To use this preview, request access, and after access is enabled, use a preview REST API (2020-06-30-preview or later) to index your content. There is currently limited portal support and no .NET SDK support.

This article explains how to configure a search indexer to index documents stored in SharePoint document libraries for full text search in Azure Cognitive Search. Configuration steps are followed by a deeper exploration of behaviors and scenarios you're likely to encounter.

Functionality

An indexer in Azure Cognitive Search is a crawler that extracts searchable data and metadata from a data source. The SharePoint indexer will connect to your SharePoint site and index documents from one or more document libraries. The indexer provides the following functionality:

  • Index content and metadata from one or more document libraries.
  • Incremental indexing, where the indexer identifies which file content or metadata have changed and indexes only the updated data. For example, if five PDFs are originally indexed and one is updated, only the updated PDF is indexed.
  • Deletion detection is built in. If a document is deleted from a document library, the indexer will detect the delete on the next indexer run and remove the document from the index.
  • Text and normalized images will be extracted by default from the documents that are indexed. Optionally a skillset can be added to the pipeline for AI enrichment.

Prerequisites

Supported document formats

The SharePoint indexer can extract text from the following document formats:

  • CSV (see Indexing CSV blobs)
  • EML
  • EPUB
  • GZ
  • HTML
  • JSON (see Indexing JSON blobs)
  • KML (XML for geographic representations)
  • Microsoft Office formats: DOCX/DOC/DOCM, XLSX/XLS/XLSM, PPTX/PPT/PPTM, MSG (Outlook emails), XML (both 2003 and 2006 WORD XML)
  • Open Document formats: ODT, ODS, ODP
  • PDF
  • Plain text files (see also Indexing plain text)
  • RTF
  • XML
  • ZIP

Configure the SharePoint indexer

To set up the SharePoint indexer, you'll need to perform some tasks in the Azure portal and others through the preview REST API.

The following video shows you how to set up the SharePoint indexer.

Step 1 (Optional): Enable system assigned managed identity

When a system-assigned managed identity is enabled, Azure creates an identity for your search service that can be used by the indexer. This identity is used to automatically detect the tenant the search service is provisioned in.

If the SharePoint site is in the same tenant as the search service, you'll need to enable the system-assigned managed identity for the search service in the Azure portal. If the SharePoint site is in a different tenant from the search service, skip this step.

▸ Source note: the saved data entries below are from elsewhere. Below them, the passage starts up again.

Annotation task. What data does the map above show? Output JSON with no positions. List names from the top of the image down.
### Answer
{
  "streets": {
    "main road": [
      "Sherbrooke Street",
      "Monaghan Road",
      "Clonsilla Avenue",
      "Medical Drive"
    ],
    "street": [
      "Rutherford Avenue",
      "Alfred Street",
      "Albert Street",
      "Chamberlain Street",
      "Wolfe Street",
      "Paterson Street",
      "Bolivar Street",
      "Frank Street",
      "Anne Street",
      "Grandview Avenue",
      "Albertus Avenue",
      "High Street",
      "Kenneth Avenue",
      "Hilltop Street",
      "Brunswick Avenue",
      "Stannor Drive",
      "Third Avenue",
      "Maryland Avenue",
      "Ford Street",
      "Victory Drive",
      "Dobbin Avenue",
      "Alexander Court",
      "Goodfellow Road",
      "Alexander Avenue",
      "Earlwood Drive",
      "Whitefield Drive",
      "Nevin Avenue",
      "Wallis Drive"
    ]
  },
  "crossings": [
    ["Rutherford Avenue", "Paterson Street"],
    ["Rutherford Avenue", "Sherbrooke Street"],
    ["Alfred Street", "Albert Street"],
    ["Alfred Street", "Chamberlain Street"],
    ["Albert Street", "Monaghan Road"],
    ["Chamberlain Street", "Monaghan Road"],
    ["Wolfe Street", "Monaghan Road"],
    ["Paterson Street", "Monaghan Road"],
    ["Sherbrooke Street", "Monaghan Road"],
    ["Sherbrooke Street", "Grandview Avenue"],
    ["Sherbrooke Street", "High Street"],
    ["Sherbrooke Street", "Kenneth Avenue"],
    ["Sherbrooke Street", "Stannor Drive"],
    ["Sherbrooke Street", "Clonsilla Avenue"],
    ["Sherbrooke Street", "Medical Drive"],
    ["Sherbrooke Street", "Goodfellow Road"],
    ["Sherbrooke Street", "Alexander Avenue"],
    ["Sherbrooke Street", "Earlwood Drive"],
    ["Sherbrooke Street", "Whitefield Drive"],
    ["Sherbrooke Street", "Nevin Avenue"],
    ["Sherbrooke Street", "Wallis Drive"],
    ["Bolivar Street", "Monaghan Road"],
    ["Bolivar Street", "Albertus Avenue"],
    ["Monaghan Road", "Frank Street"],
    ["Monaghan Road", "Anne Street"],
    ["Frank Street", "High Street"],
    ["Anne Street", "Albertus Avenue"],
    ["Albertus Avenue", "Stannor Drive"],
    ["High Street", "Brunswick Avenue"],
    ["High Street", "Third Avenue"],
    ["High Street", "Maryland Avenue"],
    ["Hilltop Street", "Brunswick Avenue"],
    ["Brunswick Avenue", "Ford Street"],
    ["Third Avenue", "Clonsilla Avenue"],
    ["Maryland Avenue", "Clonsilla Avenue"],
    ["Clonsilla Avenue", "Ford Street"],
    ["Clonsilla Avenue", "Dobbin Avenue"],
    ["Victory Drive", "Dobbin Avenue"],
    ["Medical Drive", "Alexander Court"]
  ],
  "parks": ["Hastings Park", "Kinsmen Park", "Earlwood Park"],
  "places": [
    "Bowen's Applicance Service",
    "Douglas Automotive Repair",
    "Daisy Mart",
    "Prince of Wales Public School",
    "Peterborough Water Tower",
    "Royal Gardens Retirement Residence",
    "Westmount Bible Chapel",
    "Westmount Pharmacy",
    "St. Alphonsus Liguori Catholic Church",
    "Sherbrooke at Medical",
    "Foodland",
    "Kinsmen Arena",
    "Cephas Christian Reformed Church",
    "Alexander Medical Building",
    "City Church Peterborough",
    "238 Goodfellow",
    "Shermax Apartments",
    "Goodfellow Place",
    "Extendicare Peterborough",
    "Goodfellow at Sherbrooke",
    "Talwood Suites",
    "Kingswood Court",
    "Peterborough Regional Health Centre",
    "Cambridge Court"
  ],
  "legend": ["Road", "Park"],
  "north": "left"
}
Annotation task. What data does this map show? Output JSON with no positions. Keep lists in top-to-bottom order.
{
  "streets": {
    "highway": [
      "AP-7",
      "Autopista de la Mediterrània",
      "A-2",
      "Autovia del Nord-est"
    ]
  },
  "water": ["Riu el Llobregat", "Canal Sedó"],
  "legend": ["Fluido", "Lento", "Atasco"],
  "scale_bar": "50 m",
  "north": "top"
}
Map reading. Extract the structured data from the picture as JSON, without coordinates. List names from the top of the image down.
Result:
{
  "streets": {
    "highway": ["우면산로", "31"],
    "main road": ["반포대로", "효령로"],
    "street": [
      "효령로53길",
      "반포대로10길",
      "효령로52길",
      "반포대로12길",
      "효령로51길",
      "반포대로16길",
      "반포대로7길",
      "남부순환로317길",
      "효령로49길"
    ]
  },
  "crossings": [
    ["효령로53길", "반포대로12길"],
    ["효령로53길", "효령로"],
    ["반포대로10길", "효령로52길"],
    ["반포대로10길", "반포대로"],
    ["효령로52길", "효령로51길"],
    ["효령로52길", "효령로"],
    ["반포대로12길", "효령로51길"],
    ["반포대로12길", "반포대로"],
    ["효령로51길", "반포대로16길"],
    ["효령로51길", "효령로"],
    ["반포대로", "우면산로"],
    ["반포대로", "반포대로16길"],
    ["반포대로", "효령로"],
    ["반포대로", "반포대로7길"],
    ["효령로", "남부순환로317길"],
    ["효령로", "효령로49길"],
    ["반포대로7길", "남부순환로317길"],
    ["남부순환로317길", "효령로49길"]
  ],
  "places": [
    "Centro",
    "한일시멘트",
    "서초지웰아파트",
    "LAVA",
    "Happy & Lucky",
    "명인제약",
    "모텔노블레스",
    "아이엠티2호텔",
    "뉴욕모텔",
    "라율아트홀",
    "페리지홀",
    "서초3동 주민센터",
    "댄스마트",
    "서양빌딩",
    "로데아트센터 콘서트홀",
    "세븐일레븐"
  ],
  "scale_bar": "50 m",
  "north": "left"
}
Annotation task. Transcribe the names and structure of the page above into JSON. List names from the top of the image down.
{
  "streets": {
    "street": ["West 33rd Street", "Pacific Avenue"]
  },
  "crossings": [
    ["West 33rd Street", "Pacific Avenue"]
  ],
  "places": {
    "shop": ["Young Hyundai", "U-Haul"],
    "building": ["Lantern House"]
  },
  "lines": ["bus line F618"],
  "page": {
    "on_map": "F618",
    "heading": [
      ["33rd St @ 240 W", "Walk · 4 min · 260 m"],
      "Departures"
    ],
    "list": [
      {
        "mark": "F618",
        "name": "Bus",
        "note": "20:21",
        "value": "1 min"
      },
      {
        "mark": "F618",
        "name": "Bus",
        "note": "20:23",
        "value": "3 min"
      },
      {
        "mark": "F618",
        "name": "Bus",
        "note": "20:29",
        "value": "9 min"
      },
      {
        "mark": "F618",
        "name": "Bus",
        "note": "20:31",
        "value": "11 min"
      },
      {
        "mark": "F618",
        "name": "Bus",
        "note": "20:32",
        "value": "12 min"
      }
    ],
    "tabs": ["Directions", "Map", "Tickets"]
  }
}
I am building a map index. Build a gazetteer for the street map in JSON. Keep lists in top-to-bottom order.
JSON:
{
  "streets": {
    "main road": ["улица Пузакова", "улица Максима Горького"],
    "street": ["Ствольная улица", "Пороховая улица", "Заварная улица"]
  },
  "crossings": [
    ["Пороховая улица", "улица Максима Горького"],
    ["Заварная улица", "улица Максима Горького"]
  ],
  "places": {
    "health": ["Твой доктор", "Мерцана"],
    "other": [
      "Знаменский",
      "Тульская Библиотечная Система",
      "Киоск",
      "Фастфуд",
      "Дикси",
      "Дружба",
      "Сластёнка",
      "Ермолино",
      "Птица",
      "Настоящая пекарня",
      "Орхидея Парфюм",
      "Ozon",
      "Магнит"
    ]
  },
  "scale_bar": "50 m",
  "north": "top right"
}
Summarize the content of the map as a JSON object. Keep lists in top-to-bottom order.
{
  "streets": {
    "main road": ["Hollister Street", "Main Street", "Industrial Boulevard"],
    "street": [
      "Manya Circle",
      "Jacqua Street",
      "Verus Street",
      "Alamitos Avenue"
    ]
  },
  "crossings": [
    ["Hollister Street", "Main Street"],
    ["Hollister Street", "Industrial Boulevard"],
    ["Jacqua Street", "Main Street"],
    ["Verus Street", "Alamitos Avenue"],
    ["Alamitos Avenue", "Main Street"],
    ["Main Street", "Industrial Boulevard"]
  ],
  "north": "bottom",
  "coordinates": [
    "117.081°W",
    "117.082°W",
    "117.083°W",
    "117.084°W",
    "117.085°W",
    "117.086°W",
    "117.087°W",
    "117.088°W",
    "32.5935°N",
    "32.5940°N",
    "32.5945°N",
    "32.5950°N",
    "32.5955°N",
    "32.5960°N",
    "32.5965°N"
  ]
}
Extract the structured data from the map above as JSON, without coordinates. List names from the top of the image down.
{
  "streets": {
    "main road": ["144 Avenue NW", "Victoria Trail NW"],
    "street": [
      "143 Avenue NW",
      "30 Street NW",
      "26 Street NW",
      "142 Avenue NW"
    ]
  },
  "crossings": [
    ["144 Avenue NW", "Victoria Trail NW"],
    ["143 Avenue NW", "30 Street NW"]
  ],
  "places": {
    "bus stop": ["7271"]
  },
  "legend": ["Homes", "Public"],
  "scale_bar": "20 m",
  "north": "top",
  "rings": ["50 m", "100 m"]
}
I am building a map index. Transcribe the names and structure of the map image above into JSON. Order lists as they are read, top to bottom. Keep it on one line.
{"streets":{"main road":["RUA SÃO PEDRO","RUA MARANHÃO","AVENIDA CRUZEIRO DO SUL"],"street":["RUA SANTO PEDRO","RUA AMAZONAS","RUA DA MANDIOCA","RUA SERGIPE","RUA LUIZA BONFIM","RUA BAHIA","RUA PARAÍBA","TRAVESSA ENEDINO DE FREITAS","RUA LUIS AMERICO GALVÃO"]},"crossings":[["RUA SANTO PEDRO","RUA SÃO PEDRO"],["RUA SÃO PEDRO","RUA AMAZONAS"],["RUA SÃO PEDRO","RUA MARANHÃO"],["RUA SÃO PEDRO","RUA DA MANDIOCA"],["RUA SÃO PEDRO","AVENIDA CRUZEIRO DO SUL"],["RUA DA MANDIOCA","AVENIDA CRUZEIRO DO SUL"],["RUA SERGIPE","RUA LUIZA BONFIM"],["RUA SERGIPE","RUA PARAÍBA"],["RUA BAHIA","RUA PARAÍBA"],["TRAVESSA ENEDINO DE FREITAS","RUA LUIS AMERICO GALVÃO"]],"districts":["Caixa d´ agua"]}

Enable system assigned managed identity

After selecting Save you'll see an Object ID that has been assigned to your search service.

System assigned managed identity

Step 2: Decide which permissions the indexer requires

The SharePoint indexer supports both delegated and application permissions. Choose which permissions you want to use based on your scenario:

  • Delegated permissions, where the indexer runs under the identity of the user or app sending the request. Data access is limited to the sites and files to which the user has access. To support delegated permissions, the indexer requires a device code prompt to sign in on behalf of the user.

  • Application permissions, where the indexer runs under the identity of the SharePoint tenant with access to all sites and files within the SharePoint tenant. The indexer requires a client secret to access the SharePoint tenant. The indexer will also require tenant admin approval before it can index any content.

If your Azure Active Directory organization has Conditional Access enabled and your administrator isn't able to grant any device access for Delegated permissions, you should consider Application permissions instead. For more information, see Azure Active Directory Conditional Access policies.

Step 3: Create an Azure AD application

The SharePoint indexer will use this Azure Active Directory (Azure AD) application for authentication.

  1. Sign in to the Azure portal.

  2. Search for or navigate to Azure Active Directory, then select App registrations.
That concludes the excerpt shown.